Lexer Context

Every Alpaca lexer carries a context object that evolves as the input is processed. Context lets you do stateful lexing: tracking indentation depth, counting tokens, recording whether you are inside a string literal, or any other state that depends on the token stream seen so far. By default, the lexer uses LexerCtx.Default, which gives you position and line tracking with no extra setup.

Compile-time processing: When you write lexer[MyCtx]:, the Alpaca macro inspects MyCtx's type hierarchy at compile time. It discovers all BetweenStages instances from parent traits (e.g., PositionTracking, LineTracking) and composes them into a single hook via BetweenStages.auto. The resulting hook is wired into the generated tokenizer -- at runtime, context field updates happen automatically after each token match.

Default Context

When you write a lexer: block without a type parameter, the lexer automatically uses LexerCtx.Default. It tracks two fields: position (1-based character offset, incremented by the length of each matched token) and line (1-based line number, incremented on each newline character).

import alpaca.*

val Lexer = lexer:
  case num @ "[0-9]+" => Token["NUM"](num.toInt)
  case "\\+" => Token["PLUS"]
  case "\\s+" => Token.Ignored

val (ctx, lexemes) = Lexer.tokenize("42 + 13")
// ctx.position == 8  -- final position after consuming all input
// ctx.line     == 1  -- still on line 1
//
// Each lexeme carries a snapshot of context fields at match time:
// NUM(42):  text="42", position=3, line=1
// PLUS:     text="+",  position=5, line=1
// NUM(13):  text="13", position=8, line=1

Position advances by the matched length after each token. The snapshot in each lexeme captures the values after the token was consumed, not before.

The LexerCtx Trait

LexerCtx is the base trait for all lexer contexts. Any custom context must satisfy three rules:

It must be a case class -- LexerCtx has a this: Product => self-type, and the auto-derivation machinery requires a Product instance. Regular classes do not work (yet?).
It must include var text: CharSequence = "" -- LexerCtx declares this field as abstract. The lexer sets it to the remaining input before each match. Forgetting it produces a compile error.
All fields must have default values -- The Empty[T] derivation macro reads default parameter values from the companion object to construct the initial context. If any parameter lacks a default, the macro fails at compile time.

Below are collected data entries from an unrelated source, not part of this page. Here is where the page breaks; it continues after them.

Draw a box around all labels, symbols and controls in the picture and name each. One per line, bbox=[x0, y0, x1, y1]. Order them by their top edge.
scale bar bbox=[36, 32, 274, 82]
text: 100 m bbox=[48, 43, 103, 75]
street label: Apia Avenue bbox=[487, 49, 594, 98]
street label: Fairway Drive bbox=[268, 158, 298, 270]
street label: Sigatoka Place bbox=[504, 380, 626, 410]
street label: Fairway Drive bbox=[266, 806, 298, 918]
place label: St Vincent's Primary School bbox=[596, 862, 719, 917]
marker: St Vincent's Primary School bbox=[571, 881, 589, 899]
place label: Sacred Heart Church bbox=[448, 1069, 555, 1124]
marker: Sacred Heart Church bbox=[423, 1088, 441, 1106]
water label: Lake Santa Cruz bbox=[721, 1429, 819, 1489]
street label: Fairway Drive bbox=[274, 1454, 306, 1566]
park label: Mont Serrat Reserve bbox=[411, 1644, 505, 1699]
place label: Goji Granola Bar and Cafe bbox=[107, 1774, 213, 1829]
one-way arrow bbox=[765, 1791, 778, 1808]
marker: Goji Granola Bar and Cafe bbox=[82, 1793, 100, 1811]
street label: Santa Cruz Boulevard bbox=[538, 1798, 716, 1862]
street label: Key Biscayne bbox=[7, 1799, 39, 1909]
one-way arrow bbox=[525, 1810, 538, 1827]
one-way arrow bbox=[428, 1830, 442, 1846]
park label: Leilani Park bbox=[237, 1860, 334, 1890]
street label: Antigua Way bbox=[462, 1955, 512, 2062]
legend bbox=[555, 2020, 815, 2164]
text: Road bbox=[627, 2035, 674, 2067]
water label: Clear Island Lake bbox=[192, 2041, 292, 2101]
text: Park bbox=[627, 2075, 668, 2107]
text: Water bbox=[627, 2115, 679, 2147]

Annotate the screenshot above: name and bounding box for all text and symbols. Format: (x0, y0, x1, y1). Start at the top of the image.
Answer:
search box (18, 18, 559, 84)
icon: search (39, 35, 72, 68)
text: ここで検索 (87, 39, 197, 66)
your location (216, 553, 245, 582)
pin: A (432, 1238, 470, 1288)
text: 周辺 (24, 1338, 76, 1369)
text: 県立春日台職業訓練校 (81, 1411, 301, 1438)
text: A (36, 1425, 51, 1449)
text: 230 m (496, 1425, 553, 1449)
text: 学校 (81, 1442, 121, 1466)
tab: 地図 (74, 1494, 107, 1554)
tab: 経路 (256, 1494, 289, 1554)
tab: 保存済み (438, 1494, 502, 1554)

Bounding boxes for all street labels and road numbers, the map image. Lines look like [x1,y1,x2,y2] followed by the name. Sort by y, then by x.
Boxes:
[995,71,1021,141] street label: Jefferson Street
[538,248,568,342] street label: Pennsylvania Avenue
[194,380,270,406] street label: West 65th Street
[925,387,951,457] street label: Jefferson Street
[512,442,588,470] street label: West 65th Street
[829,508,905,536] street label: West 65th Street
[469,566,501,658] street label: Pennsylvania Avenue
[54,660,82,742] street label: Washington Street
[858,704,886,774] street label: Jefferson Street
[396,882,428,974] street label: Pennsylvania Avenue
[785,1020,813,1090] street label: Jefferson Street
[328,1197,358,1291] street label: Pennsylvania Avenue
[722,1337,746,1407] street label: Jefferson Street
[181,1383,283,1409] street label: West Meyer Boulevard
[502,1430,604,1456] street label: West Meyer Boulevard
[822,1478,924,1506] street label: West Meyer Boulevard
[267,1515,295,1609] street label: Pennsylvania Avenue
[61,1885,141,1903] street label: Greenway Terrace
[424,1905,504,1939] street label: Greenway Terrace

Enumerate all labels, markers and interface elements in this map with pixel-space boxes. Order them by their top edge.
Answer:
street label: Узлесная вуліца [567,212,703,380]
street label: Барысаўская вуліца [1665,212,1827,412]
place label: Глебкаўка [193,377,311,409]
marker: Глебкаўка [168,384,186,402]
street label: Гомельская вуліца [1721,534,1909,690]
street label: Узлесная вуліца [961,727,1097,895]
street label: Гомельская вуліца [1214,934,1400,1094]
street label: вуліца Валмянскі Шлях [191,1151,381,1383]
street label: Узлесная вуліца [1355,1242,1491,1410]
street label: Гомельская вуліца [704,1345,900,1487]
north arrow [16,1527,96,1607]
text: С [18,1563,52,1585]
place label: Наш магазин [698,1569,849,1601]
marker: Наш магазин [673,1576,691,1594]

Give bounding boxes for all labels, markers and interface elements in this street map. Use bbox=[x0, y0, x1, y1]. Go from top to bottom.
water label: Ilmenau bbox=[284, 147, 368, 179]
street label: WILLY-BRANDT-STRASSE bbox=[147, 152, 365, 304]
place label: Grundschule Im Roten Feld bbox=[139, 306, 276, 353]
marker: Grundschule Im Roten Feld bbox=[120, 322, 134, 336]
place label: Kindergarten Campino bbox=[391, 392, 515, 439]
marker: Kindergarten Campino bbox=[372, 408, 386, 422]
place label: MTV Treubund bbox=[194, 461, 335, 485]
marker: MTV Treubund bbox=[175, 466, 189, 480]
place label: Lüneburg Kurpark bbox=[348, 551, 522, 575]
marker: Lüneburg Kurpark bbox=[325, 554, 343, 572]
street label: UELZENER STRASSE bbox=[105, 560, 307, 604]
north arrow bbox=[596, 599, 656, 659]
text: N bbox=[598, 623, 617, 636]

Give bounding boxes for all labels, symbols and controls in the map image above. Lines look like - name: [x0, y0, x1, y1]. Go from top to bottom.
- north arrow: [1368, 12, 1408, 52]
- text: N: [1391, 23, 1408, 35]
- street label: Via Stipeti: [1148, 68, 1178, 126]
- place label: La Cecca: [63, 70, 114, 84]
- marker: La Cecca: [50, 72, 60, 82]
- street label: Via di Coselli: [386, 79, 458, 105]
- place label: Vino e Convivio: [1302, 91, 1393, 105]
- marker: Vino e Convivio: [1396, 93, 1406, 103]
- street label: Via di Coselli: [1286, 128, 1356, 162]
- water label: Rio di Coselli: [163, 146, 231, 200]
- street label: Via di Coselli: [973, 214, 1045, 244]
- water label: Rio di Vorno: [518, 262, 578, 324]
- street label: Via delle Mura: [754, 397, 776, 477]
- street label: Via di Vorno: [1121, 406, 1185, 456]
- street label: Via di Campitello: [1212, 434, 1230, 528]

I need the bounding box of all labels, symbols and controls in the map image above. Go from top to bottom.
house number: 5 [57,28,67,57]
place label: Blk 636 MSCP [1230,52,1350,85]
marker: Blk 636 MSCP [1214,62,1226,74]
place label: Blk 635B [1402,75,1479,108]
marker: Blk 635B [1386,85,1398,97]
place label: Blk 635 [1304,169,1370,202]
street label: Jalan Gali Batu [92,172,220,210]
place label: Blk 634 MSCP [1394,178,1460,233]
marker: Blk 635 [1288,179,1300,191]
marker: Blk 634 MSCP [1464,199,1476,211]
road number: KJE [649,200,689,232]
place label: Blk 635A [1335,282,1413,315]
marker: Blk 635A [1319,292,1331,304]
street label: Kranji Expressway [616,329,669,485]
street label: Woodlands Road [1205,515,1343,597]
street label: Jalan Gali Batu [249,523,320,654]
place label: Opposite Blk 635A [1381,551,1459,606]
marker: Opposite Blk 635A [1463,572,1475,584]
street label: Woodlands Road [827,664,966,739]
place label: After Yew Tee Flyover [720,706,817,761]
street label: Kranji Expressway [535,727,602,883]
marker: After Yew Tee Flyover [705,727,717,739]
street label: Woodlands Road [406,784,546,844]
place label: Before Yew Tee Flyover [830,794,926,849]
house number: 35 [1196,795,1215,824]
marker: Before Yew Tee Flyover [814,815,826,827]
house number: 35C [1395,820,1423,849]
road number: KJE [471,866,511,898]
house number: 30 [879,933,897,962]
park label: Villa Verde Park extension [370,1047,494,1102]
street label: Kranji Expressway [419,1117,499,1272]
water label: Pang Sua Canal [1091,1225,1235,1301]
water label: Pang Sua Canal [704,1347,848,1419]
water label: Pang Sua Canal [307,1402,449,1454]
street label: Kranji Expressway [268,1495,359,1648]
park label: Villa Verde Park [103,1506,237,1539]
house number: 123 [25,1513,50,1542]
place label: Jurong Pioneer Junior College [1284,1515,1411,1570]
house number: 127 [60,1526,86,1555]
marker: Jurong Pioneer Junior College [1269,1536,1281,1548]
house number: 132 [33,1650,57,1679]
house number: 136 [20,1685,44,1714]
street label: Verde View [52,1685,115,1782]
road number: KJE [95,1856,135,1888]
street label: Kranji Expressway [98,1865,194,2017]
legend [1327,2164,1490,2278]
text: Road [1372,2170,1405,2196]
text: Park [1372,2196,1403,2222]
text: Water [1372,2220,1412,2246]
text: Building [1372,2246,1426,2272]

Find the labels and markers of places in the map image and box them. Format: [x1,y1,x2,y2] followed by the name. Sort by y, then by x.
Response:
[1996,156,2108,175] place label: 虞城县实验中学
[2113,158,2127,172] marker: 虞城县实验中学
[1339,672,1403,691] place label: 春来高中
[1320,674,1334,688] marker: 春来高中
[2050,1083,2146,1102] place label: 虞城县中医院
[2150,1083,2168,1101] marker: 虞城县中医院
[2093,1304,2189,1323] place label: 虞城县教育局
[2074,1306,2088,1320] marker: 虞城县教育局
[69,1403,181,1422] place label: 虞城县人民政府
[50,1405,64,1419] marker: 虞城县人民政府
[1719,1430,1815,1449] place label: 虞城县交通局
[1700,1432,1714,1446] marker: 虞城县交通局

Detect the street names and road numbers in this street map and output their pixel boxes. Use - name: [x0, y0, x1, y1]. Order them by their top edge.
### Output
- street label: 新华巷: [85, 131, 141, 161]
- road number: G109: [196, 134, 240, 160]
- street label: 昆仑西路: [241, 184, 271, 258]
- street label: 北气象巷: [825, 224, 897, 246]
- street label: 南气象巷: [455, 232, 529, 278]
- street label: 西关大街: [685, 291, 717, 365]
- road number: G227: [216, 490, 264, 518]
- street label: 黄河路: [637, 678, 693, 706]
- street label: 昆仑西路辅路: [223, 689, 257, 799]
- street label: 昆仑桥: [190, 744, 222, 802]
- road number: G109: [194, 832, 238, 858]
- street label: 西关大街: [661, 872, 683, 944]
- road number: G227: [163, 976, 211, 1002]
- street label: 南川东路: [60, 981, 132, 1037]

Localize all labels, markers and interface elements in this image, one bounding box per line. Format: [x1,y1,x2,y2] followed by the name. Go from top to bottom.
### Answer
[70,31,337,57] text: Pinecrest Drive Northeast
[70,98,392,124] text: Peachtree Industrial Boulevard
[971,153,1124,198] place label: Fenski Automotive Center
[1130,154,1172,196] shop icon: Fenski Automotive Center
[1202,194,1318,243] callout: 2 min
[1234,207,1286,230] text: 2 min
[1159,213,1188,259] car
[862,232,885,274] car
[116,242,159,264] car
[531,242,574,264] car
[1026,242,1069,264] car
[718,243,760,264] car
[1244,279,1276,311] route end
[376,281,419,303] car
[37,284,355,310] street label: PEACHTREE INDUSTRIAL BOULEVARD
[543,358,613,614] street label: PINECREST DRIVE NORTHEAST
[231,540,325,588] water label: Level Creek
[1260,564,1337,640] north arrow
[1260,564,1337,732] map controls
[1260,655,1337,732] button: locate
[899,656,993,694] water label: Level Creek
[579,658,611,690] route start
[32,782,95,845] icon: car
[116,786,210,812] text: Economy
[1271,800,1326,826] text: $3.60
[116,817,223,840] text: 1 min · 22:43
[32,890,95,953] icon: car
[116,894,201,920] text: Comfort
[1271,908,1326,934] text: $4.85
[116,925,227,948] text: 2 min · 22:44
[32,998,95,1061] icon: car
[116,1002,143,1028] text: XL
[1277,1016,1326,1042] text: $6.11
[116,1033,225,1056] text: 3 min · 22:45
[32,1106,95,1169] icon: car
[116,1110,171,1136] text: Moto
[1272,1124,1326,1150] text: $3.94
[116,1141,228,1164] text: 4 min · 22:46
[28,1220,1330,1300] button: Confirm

Mutable state fields must be var, not val -- the lexer assigns to them directly. Exception: a field of a mutable collection type (e.g., scala.collection.mutable.Stack) can be val because you mutate the collection itself, not the reference.

Custom Context

To track additional state, define a case class extending LexerCtx with your extra var fields:

import alpaca.*

case class StateCtx(
  var text: CharSequence = "",   // required
  var count: Int = 0,            // custom state
) extends LexerCtx

val Lexer = lexer[StateCtx]:
  case "inc" =>
    ctx.count += 1              // modify context state
    Token["inc"](ctx.count)     // capture current count as value
  case "check" =>
    Token["check"](ctx.count)   // read without modifying
  case " " => Token.Ignored

val (finalCtx, lexemes) = Lexer.tokenize("inc check inc inc check")
// finalCtx.count == 3
//
// lexemes.map(_.value) == List(1, 1, 2, 3, 3)
// Each lexeme captured the count at the moment of its match

The type parameter lexer[StateCtx] tells the macro which context type to use. The final context state is returned as the ctx component of the named tuple from tokenize().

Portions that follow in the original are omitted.